Associate Justice Clarence Thomas poses for the official group photo at the U.S. Supreme Court in the District of Columbia on Nov. 30, 2018. (Mandel Ngan/AFP via Getty Images) Constitutional Rights
By Jack Phillips April 5, 2021 Updated: April 5, 2021 biggersmallerPrint
Supreme Court Justice Clarence Thomas appeared to signal that Big Tech firms could be regulated after Facebook and Twitter suspended President Donald Trump earlier this year.
Thomas, considered a conservative on the high court, made the point during a 12-page submission as the Supreme Court issued an order that rejected a lawsuit over Trump’s blocking of certain Twitter users from commenting on his posts before his account was taken down. The Supreme Court said the lawsuit ultimately should be dismissed as Trump isn’t in office anymore and was blocked from using Twitter, coming after the Second Circuit Court of Appeals had ruled against Trump.
“Today’s digital platforms provide avenues for historically unprecedented amounts of speech, including speech by government actors. Also unprecedented, however, is control of so much speech in the hands of a few private parties,” Thomas wrote Monday (pdf). “We will soon have no choice but to address how our legal doctrines apply to highly concentrated, privately owned information infrastructure such as digital platforms.”
Thomas also noted there are arguments suggesting digital platforms such as Twitter or Facebook “are sufficiently akin to common carriers or places of accommodation to be regulated in this manner.”
Thomas made reference to the respective owners of Facebook and Google by name—Mark Zuckerberg, Larry Page, and Sergey Brin.
“Although both companies are public, one person controls Facebook (Mark Zuckerberg), and just two control Google (Larry Page and Sergey Brin),” he wrote.
Thomas agreed that Trump’s Twitter account did “resemble a constitutionally protected public forum” in certain aspects, he noted that “it seems rather odd to say that something is a government forum when a private company has unrestricted authority to do away with it,” possibly referring to Twitter’s ban against Trump following the Jan. 6 incident.
“Any control Mr. Trump exercised over the account greatly paled in comparison to Twitter’s authority, dictated in its terms of service, to remove the account ‘at any time for any or no reason,’” he added. “Twitter exercised its authority to do exactly that.”

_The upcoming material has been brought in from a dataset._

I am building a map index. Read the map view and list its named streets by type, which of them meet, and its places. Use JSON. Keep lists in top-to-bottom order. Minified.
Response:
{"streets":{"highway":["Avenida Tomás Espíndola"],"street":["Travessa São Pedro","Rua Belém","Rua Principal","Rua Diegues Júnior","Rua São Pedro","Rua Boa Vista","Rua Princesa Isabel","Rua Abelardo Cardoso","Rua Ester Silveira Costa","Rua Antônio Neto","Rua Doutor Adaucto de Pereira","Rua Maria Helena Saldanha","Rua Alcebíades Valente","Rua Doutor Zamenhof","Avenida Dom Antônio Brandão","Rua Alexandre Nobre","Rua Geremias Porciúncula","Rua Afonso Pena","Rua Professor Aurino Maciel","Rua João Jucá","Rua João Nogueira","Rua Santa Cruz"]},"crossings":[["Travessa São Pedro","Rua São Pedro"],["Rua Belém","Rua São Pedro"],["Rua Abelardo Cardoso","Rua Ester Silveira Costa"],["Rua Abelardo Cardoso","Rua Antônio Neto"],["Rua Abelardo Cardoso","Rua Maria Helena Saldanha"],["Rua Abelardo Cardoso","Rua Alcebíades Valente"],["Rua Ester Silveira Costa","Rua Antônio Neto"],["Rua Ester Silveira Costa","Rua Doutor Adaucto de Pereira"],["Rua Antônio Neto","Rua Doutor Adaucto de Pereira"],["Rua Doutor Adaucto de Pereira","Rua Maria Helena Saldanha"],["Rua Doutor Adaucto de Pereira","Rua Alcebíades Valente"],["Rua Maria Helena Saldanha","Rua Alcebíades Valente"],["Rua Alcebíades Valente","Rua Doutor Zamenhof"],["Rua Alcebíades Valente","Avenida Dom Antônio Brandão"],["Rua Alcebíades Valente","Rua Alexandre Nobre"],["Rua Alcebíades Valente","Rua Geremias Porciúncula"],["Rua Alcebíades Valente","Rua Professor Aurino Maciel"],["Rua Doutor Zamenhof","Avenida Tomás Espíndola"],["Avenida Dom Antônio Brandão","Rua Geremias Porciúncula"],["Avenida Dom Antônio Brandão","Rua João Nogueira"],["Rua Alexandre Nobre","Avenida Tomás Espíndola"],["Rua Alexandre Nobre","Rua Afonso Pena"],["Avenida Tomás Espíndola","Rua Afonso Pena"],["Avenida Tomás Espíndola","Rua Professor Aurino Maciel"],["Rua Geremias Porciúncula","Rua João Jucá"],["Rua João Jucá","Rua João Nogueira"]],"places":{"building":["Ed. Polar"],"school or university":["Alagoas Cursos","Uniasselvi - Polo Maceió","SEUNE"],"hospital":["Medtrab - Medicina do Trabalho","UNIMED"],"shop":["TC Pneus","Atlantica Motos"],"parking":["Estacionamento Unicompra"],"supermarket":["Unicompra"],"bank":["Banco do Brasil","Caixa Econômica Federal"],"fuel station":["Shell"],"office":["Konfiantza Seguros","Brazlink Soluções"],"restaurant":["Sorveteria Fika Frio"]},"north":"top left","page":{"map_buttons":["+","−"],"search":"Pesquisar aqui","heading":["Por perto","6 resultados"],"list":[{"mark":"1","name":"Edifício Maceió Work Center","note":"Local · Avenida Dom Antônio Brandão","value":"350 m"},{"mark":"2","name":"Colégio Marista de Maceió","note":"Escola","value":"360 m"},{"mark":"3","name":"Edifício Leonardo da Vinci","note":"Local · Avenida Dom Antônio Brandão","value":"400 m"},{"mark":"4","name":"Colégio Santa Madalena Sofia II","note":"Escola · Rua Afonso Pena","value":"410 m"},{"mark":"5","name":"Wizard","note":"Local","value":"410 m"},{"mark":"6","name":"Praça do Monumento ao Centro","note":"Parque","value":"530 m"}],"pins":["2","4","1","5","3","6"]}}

Thomas then said that modern technology isn’t easily addressed by existing laws and regulations. But he warned that the Supreme Court may “soon have no choice but to address how our legal doctrines apply to highly concentrated, privately owned information infrastructure such as digital platforms.”
“The Second Circuit feared that then-President Trump cut off speech by using the features that Twitter made available to him,” Thomas said. “But if the aim is to ensure that speech is not smothered, then the more glaring concern must perforce be the dominant digital platforms themselves. As Twitter made clear, the right to cut off speech lies most powerfully in the hands of private digital platforms. The extent to which that power matters for purposes of the First Amendment and the extent to which that power could lawfully be modified raise interesting and important questions.”
Thomas noted that Big Tech firms have a vast amount of power over the flow of information—even books. He said it does not matter that Amazon, Facebook, Twitter, and others are not the only ways in which to distribute speech as long as their power to do so is unequaled.
“A person always could choose to avoid the toll bridge or train and instead swim the Charles River or hike the Oregon Trail,” he wrote. “But in assessing whether a company exercises substantial market power, what matters is whether the alternatives are comparable. For many of today’s digital platforms, nothing is.”